The 72-hour fasting test is considered the gold standard for hypoglycaemia evaluation, with a sensitivity of 88.9% and a specificity of 100% for insulinoma diagnosis [5]. The test objective is to demonstrate a relationship between symptoms, hypoglycaemia, and inappropriate insulin elevation when hypoglycaemia is observed [6]. Some series have reported a positivity rate of 93% after fasting for 48 hours, and 99% at 72 hours [7].
Despite a high pretest probability, there are few case reports of histology-confirmed insulinoma with a negative 72-hour fasting test [7–10]. In the present case, a negative fasting test was observed in a patient with histology-confirmed insulinoma. This phenomenon could be related to the preservation of normal beta cell properties in tumour cells, such as the capacity to down-regulate insulin secretion in response to low serum glucose levels [8]. Hence, a normal fasting test does not exclude the diagnosis, and must be interpreted according to clinical presentation. Therefore, for cases with high clinical suspicion, the fasting test could be repeated, or additional tests could be performed such as investigation of serial β-hydroxybutyrate levels or glucagon administration (neither of which are available in Colombia) [9, 11, 12].
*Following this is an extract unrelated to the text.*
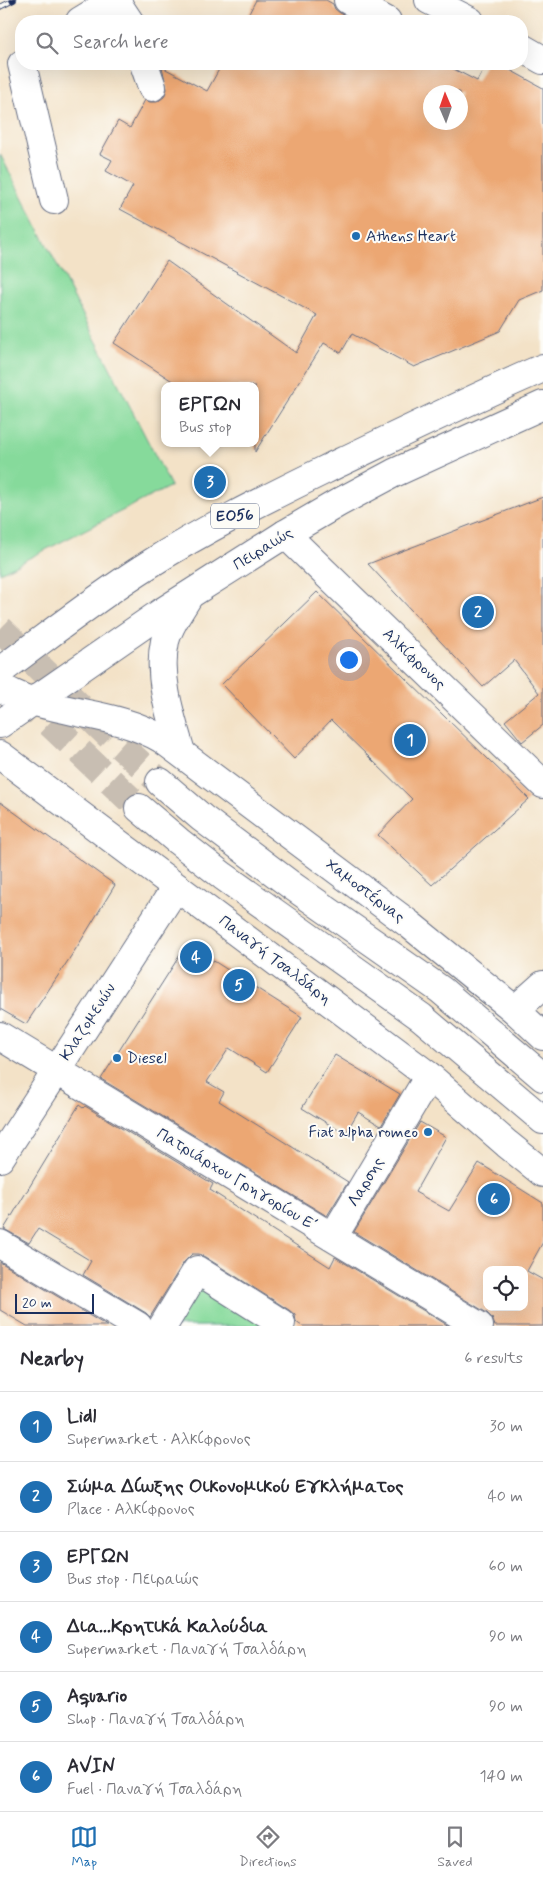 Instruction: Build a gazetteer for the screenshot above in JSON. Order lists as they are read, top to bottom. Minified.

Additionally, some outpatient tests have been suggested, such as the 5-hour glucose tolerance test, with diverse indexes described such as 5-hour insulin/glucose and fasting C-peptide/glucose levels (specificity 73.08%, sensitivity 82.67%) [13].
Continuous glucose monitoring has also been proposed as a diagnostic test, as it increases the detection of hypoglycaemic episodes, especially asymptomatic episodes which occur at night. This could reduce the time required for investigation and treatment response evaluation. The use of different tools such as the glucose variation coefficient (VC), M value, low blood glucose index (LBGI) and continuous overall net glycaemic action (CONGA) could help to differentiate insulinoma-related hypoglycaemia from other causes of hypoglycaemia[14, 15].
As this is a relatively rare entity and most studies have been performed on small groups, larger studies are required to further investigate new outpatient diagnostic strategies which could reduce inpatient costs.